Whether they were learning Swahili from Tanzania, interning with a women’s collective in Chile, or contemplating decoloniality, SIT students, faculty, staff, and alumni had myriad ways to stay connected over the past year, even while many of the world’s borders were closed.

Challenges gave rise to innovation in 2021 as SIT built out virtual language and internship programs and part-time hybrid graduate degrees, which included the launch of SIT’s first doctoral level program, an EdD in global education.

Today, among SIT's 17 graduate and certificate programs are seven hybrid degrees that help students anywhere in the world advance their education and accelerate their careers while staying in their homes and communities. Delivered in a primarily digital environment with brief residencies in Vermont or on other SIT global campuses, these programs still maintain the experiential, cohort-centered learning for which SIT is known.

Another way for students, alumni, and the general public to stay connected was through our multi-level digital language courses, which extended to Arabic, Bahasa, Hindi, Nepali, Quechua, Swahili, Tibetan, and Vietnamese.

Yet another innovation was our popular SIT Critical Conversations Webinar Series with more than 90 free webinars presented live in fall 2020 and spring 2021—and still available online—to bridge divides and bring us closer through learning and sharing.

Some of the most popular webinars were perspectives from the Global South. In “Decoloniality and the Future of Democracy,” SIT’s Dr. Taieb Belghazi and Dr. Walter Mignolo of Duke University applied a decolonized lens to current events including COVID-19, the Movement for Black Lives, and the crisis of democracy.
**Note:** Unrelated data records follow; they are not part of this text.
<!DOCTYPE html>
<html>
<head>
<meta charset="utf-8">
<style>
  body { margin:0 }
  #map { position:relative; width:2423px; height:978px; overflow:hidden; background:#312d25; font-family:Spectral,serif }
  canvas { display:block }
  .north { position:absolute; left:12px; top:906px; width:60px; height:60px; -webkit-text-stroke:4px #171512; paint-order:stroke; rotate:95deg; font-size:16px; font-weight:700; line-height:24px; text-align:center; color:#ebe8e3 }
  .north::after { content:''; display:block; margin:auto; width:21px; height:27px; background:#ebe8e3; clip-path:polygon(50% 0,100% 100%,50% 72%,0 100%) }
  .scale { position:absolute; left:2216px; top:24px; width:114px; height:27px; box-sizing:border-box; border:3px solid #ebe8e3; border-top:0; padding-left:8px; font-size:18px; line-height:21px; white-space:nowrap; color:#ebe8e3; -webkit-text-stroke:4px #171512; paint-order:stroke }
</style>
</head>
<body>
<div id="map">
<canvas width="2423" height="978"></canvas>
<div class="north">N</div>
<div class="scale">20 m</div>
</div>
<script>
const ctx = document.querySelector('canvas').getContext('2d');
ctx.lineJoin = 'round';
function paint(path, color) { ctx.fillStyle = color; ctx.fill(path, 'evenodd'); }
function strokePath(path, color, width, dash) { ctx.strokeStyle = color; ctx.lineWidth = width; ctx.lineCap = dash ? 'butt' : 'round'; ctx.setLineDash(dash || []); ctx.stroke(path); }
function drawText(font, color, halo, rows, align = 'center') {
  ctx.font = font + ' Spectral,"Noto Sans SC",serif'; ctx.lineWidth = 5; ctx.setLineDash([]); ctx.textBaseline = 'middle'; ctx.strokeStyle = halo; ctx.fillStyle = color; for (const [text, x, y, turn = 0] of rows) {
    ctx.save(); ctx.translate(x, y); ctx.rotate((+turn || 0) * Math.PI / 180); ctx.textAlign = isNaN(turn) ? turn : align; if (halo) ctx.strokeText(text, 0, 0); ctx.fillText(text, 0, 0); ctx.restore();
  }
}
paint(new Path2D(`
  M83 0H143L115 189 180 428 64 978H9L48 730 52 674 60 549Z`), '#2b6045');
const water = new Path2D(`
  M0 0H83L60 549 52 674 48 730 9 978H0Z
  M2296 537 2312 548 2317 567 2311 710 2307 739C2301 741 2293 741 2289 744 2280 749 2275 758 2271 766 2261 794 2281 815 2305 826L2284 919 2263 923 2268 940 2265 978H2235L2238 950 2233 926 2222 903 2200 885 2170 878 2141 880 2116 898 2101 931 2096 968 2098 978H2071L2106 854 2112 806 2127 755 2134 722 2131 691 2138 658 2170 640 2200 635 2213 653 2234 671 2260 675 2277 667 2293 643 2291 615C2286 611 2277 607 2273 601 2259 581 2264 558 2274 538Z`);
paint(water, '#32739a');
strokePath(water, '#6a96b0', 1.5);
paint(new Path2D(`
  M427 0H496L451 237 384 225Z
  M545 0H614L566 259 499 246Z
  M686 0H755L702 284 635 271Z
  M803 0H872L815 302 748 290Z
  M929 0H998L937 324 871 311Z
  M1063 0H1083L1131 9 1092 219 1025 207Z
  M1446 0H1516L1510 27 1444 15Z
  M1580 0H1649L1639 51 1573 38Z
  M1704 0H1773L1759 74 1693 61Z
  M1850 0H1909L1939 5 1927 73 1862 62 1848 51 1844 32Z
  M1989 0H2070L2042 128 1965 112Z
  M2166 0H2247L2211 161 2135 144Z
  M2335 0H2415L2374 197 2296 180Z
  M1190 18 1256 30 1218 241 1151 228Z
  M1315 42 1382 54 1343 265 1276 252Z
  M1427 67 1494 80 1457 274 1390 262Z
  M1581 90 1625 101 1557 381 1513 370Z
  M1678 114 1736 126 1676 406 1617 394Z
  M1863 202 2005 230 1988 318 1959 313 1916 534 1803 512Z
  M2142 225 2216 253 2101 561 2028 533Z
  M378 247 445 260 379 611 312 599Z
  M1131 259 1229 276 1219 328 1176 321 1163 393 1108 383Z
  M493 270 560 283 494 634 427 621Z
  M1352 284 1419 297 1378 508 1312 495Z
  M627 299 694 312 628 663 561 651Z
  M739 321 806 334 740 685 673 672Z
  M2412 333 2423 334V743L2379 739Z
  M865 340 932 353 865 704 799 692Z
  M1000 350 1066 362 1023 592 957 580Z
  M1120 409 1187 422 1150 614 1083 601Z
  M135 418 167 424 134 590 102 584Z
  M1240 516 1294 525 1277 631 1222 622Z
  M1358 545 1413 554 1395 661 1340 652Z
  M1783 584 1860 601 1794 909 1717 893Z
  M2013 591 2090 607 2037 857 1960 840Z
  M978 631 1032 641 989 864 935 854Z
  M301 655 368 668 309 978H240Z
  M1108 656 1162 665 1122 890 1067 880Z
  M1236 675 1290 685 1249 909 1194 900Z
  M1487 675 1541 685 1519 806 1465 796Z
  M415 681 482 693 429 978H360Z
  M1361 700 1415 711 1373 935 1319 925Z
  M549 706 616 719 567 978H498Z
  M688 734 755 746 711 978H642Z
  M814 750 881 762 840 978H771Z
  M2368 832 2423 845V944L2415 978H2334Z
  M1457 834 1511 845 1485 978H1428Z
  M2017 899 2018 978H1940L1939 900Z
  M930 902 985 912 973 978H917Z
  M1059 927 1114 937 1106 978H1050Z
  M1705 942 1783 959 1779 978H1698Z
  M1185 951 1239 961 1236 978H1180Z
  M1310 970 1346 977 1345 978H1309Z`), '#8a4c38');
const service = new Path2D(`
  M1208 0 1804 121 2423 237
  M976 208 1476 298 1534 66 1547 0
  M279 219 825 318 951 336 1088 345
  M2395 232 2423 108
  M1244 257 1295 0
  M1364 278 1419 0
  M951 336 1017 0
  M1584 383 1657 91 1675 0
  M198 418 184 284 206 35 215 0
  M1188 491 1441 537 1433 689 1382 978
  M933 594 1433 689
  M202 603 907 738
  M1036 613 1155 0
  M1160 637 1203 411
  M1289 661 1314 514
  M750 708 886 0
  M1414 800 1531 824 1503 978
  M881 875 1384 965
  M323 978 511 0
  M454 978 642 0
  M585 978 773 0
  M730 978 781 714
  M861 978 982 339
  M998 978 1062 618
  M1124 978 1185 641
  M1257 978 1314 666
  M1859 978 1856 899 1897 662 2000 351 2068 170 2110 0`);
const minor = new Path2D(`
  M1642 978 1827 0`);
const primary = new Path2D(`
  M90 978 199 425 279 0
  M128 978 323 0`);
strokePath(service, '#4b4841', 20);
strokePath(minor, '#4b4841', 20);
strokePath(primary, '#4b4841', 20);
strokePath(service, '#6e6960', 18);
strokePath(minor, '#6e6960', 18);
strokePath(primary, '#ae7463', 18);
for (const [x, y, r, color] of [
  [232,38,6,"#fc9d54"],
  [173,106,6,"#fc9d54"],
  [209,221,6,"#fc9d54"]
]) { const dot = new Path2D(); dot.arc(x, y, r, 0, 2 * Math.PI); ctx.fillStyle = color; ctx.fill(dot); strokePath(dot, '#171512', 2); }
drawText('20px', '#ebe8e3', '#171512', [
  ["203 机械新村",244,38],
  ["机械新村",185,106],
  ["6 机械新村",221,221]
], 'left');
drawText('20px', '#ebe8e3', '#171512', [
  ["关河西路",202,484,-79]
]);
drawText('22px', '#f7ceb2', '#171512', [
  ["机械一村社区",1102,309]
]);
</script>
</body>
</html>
“[The SIT Critical Conversations Webinar Series] was like being back in the classroom at SIT—loved every minute of it!”

In another, we celebrate women in science with a focus on those in Antarctica, Tanzania, and Portugal. SIT panelists and guests discuss the challenges of patriarchy in learning and highlight the unique perspectives brought by women in the fields of biology, environmental science, wildlife management, and conservation.

SIT alumna Michele Raphoon, who today works in the Office of Global Engagement at LaGrange College, remarked: “This was like being back in the classroom at SIT—loved every minute of it!”